Моя соседка ласково держала Эда за руку и улыбалась. Да они же… Они же счастливы вместе! Кто бы знал…

— Мы… просто сдружились за это время, — щеки Ниссы порозовели, — слишком многое прошли бок о бок. Вот я и подумала, что кони — это здорово. Тем более я все равно пока не определилась, где жить. А там… время покажет.

Они смотрели друг на друга, а я на них. И в этот момент я поняла, что произошло больше — больше, чем я просила, больше, чем то, на что смела надеяться. Они получили не только свободу — они получили надежду на счастливую жизнь, обещание, что теперь все будет хорошо, они получили друг друга. И стало ясно, что счастье — это всегда больше, чем ты способен впитать. Счастье — это что-то большое и маленькое одновременно, что-то неуловимое и совершенно осязаемое. Счастье — это такие вот мгновения.

— Вы ведь напишете мне адрес, когда устроитесь? Я была бы рада навестить вас как-нибудь.

Они кивнули одновременно.

— Напишем, Элли.

— И будем тебя очень ждать.

Я стояла и смотрела на дорогу.

По небу, чуть подкрашенные розовым, неспешно плыли облака, позади меня, роняя на землю желтые листья, мирно шумели парковые деревья. Солнце клонилось к закату. Приглушенные блики то и дело скользили по спокойной в безветренную погоду озерной глади, переливались и тонули в серовато-синей воде.
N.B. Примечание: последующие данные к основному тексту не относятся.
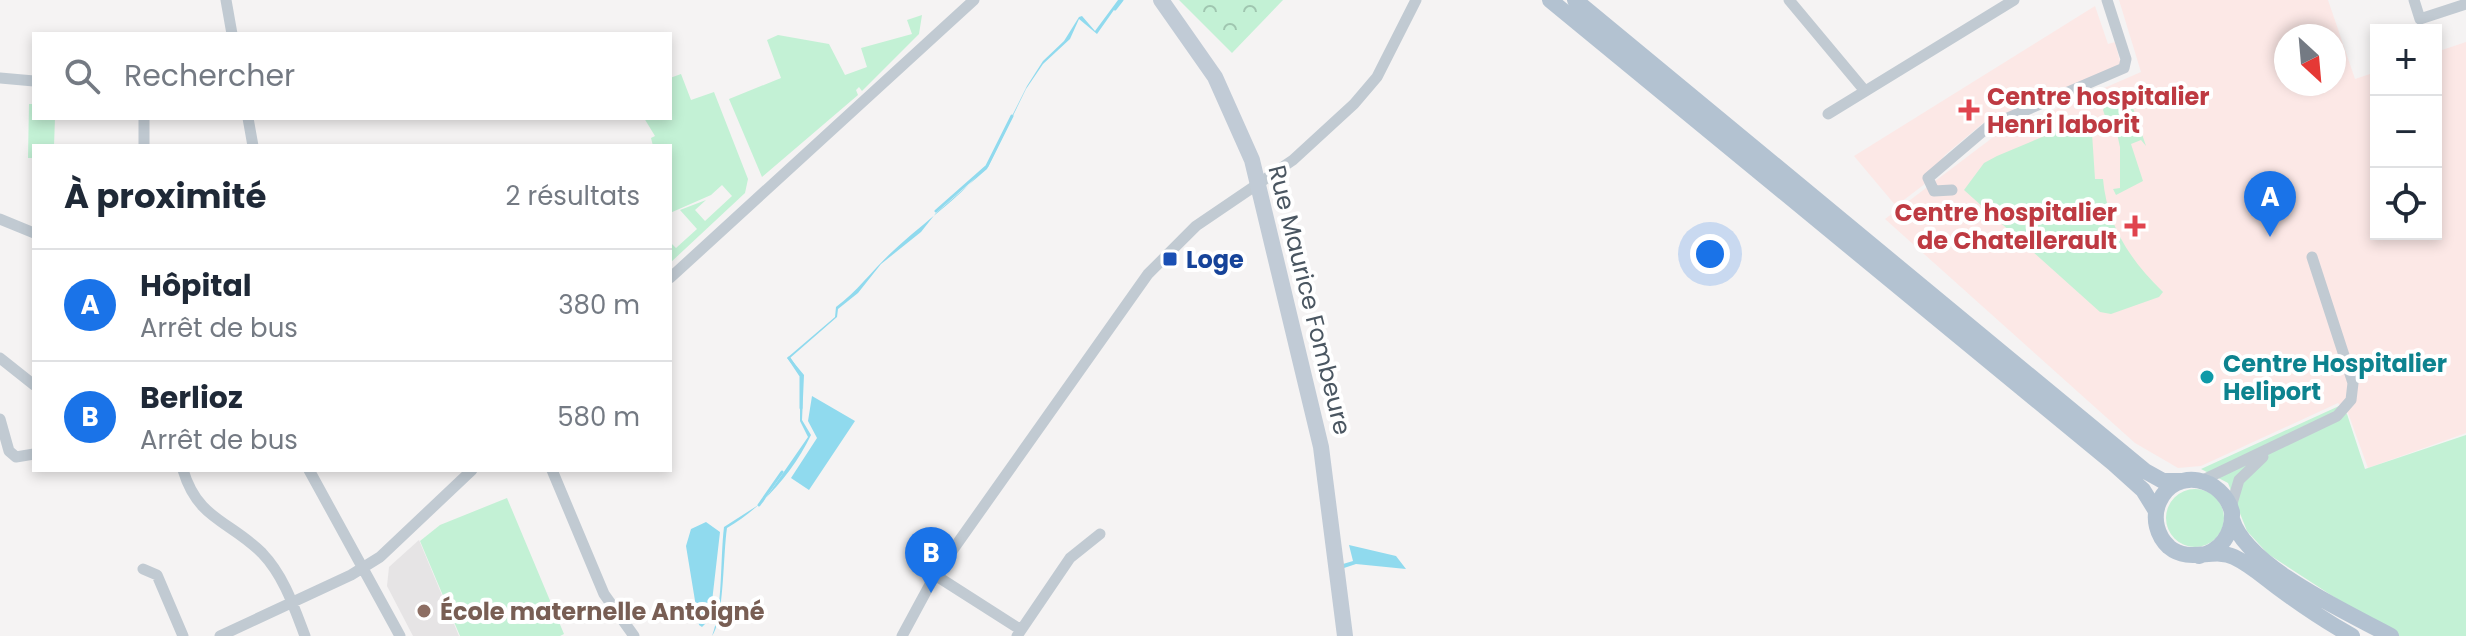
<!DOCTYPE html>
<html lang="fr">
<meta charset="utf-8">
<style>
:root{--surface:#fff;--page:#f2f2f3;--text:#1f2937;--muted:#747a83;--line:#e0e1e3;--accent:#1a73e8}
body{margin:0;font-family:Poppins,sans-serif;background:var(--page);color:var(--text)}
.controls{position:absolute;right:24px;top:24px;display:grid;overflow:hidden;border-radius:0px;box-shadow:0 4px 12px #0003}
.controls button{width:72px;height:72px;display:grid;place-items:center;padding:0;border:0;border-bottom:2px solid var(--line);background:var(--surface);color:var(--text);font:40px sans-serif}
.compass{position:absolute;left:2274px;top:24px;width:72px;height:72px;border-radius:50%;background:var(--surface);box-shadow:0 4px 12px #0003;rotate:154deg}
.you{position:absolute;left:1710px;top:254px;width:28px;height:28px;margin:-20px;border:6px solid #fff;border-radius:50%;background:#1a73e8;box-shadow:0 0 0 12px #1a73e833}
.badge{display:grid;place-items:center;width:52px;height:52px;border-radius:50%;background:var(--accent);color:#fff;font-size:26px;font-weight:700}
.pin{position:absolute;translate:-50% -66px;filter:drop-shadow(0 2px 4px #0008)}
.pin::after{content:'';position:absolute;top:42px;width:28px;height:24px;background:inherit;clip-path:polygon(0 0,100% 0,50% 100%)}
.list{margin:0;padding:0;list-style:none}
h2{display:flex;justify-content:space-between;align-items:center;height:104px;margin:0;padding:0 32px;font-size:34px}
h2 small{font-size:26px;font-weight:400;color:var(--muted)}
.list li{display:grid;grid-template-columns:52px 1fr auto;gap:24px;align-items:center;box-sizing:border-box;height:112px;padding:0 32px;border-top:2px solid var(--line)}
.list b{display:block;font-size:30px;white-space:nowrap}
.list p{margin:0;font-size:26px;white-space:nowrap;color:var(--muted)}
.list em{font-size:26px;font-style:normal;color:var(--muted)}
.icon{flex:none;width:44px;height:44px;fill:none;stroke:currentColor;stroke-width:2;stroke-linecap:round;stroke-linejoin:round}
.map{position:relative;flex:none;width:2466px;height:636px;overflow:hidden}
.search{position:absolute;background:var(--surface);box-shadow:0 4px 12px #0003;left:32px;top:32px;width:640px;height:88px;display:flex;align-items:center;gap:20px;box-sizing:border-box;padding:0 28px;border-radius:0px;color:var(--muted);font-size:30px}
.panel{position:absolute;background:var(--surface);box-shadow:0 4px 12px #0003;left:32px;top:144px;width:640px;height:328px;border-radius:0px}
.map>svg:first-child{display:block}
.education{fill:#e6e4e5}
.medical{fill:#fce8e6;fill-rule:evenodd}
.grass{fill:#c3f1d5}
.forest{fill:url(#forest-crowns)}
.water{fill:#90daee}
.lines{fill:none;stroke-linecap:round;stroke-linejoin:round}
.stream{stroke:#90daee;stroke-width:3}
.street{stroke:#c1cad2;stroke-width:11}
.secondary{stroke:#c1cbd6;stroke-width:16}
.primary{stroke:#b3c2d1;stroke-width:16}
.health-dot{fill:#e0444e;stroke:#fff;stroke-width:3}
.transit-dot{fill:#1a4fb4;stroke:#fff;stroke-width:3}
.culture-dot{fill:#0f9aa8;stroke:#fff;stroke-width:3}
.education-dot{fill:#8d6e63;stroke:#fff;stroke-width:3}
.labels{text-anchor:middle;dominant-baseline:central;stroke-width:8;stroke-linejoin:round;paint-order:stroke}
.health-label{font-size:24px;font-weight:bold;fill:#be3a42;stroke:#fff;text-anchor:start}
.transit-label{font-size:24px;font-weight:bold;fill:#164399;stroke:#fff;text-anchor:start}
.street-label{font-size:24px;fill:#4a5661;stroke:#fff}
.culture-label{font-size:24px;font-weight:bold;fill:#0d838f;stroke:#fff;text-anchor:start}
.education-label{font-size:24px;font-weight:bold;fill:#785e54;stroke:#fff;text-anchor:start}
</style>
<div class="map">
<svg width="2466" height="636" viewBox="0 0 2466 636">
<defs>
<pattern id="forest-crowns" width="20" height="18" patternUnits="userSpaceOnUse" patternTransform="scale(2)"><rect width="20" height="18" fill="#c3f1d5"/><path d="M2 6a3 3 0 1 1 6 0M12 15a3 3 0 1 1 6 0" fill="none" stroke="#a0c6b0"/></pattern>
</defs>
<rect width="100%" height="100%" fill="#f5f3f3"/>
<path class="education" d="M419,540L459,636H413L387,586L389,567Z"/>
<path class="medical" d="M2119,0H2328L2355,79L2376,72V234H2436V52L2466,42V433L2368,468L2348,413L2338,403L2201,466L2178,468L2135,443L1885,219L1996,135L2141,72ZM2286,36H2334V84H2286Z
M2095,6L2108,44L2115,42L2121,65L1982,124L1945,155L1926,183L1896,206L1854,156Z"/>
<path class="grass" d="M922,15L919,34L862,91L859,87L856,90L858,95L762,177L729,99L781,78L767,40L778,35L829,44L845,75L867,67L861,48L912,34L907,20Z
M681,74L691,100L714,92L748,179L745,193L670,263V242L676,248L697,229L680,210L706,200L695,210L705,221L732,196L722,185L711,195L670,213V146H653L651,138L655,136L644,118H670V78Z
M2122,96L2130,99L2146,146L2141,140L2131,144L2143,181L2116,195L2113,189L2120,188V147L2114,120L2107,122L2103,110L2106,104Z
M29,104H34V118H55L54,146H34V158H28Z
M2092,116L2099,131L2092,133L2095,179H2103C2107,225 2130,260 2163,292L2159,297L2111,314L2100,312L1964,190L1984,163L1997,156Z
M2339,406L2347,414L2365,469L2466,435V636H2394L2268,554L2247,531L2228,483L2201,469Z
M2166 518a29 29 0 1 1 58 0a29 29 0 1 1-58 0Z
M507,498L564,634L560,636H460L420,541L440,525Z"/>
<path class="forest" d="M1179,0H1283L1232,53Z"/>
<path class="water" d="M1118,0H1121L1097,34L1079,19L1070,39L1043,64L1026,89L987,169L936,213L921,232L881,264L858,293L838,309L837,317L790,358L804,375L802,420L811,435C793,472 763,507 727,528C723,554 724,621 712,636C723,608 720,560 724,527L763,502L808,437L800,421V374L787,358L835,317L836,307C858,291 873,269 893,251C925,221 963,196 989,162L1027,86L1043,61L1064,41L1079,17L1082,16L1095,31Z
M812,396L855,421L809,490L791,478L817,438L808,421Z
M706,522L720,532L710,619L702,627L699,625L686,546L691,529Z
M1349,545L1396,556L1406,569L1356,564L1344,568L1343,564L1353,561Z"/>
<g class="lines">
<path class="stream" d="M1115,9L1122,0
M936,211L987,166L1012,116
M789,358L801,376V408
M759,505L782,472"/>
<path class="street" d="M226,0L232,34
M1789,0L1865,91
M2414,0L2420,19L2466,4
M0,78L34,81
M1828,114L2014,0
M248,118L253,146
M144,146V118
M1952,190L1934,191L1928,178L1989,126L2124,68L2126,59L2107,0
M0,219L34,233
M670,278L974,0
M0,358L34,385
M0,419L9,451L16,457L34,454
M183,470C198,520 229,520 262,553C284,576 294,607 305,636
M309,470L400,636
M552,470L604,594L634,636
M2203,480L2337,416L2351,400L2353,383L2312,257
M2231,507L2239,480L2263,457
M143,569L157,575L183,636
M935,575L1021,630
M220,636L351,575L380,557L472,470
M902,636L935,575L1148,274L1196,226L1293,160L1354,104L1377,77L1416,0
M1017,636L1070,558L1100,534"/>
<path class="secondary" d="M1161,0L1215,77L1252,160L1321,447L1345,636"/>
<path class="primary" d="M1550,0L2113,463L2143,490L2156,511
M1575,0L2145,471L2163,481H2183
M2232,519C2246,567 2349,613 2391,636
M2199,556C2221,551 2233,534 2232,512C2223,477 2175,466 2159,502C2152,518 2157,536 2169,547C2189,564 2213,547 2234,557C2251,565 2265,578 2280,589C2303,606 2327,622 2352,636"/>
</g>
<g class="health-dot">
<path d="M1965 98h8v8h8v8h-8v8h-8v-8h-8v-8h8z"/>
<path d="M2131 214h8v8h8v8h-8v8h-8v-8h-8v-8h8z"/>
</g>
<rect class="transit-dot" x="1162" y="251" width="16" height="16" rx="4"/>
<circle class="culture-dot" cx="2207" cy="377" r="8"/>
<circle class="education-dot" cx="424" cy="611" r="8"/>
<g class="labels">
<g class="health-label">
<text x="1987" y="96">Centre hospitalier<tspan x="1987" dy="28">Henri laborit</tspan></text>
<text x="2117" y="212" text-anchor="end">Centre hospitalier<tspan x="2117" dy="28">de Chatellerault</tspan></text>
</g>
<g class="transit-label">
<text x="1186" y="259">Loge</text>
</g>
<g class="street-label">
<text transform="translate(1310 300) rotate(76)">Rue Maurice Fombeure</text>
</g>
<g class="culture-label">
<text x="2223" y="363">Centre Hospitalier<tspan x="2223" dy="28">Heliport</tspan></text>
</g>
<g class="education-label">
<text x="440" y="611">École maternelle Antoigné</text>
</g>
</g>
</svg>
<div class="controls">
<button>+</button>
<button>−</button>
<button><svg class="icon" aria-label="locate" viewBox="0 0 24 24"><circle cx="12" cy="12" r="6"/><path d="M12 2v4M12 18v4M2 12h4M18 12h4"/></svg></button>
</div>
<svg class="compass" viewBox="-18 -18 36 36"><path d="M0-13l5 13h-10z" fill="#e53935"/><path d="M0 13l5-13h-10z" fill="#747a83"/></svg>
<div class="you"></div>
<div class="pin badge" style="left:2270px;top:237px">A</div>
<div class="pin badge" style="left:931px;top:593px">B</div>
<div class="search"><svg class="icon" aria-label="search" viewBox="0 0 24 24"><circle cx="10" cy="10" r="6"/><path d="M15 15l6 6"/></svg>Rechercher</div>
<section class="panel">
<h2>À proximité<small>2 résultats</small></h2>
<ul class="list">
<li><span class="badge">A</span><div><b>Hôpital</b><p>Arrêt de bus</p></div><em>380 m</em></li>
<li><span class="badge">B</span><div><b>Berlioz</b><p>Arrêt de bus</p></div><em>580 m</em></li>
</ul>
</section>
</div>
Нисса и Эдвард ушли. Мы попрощались легко, зная, что скоро встретимся, и теперь я стояла возле высоких кованых ворот, ожидая с минуты на минуту увидеть на дороге автомобиль Рена.

На душе было легко, на сердце пусто. По-хорошему пусто, как и должно быть у счастливого человека.

Дуновения теплого ветерка раскачивали растущую на обочине траву, гладили тонкие стебельки, разносили вокруг запахи последних, будто запоздавших в цветении, осенних цветов. Скоро мягкий снег укроет их, воздух похолодает и неслышной походкой придет зима.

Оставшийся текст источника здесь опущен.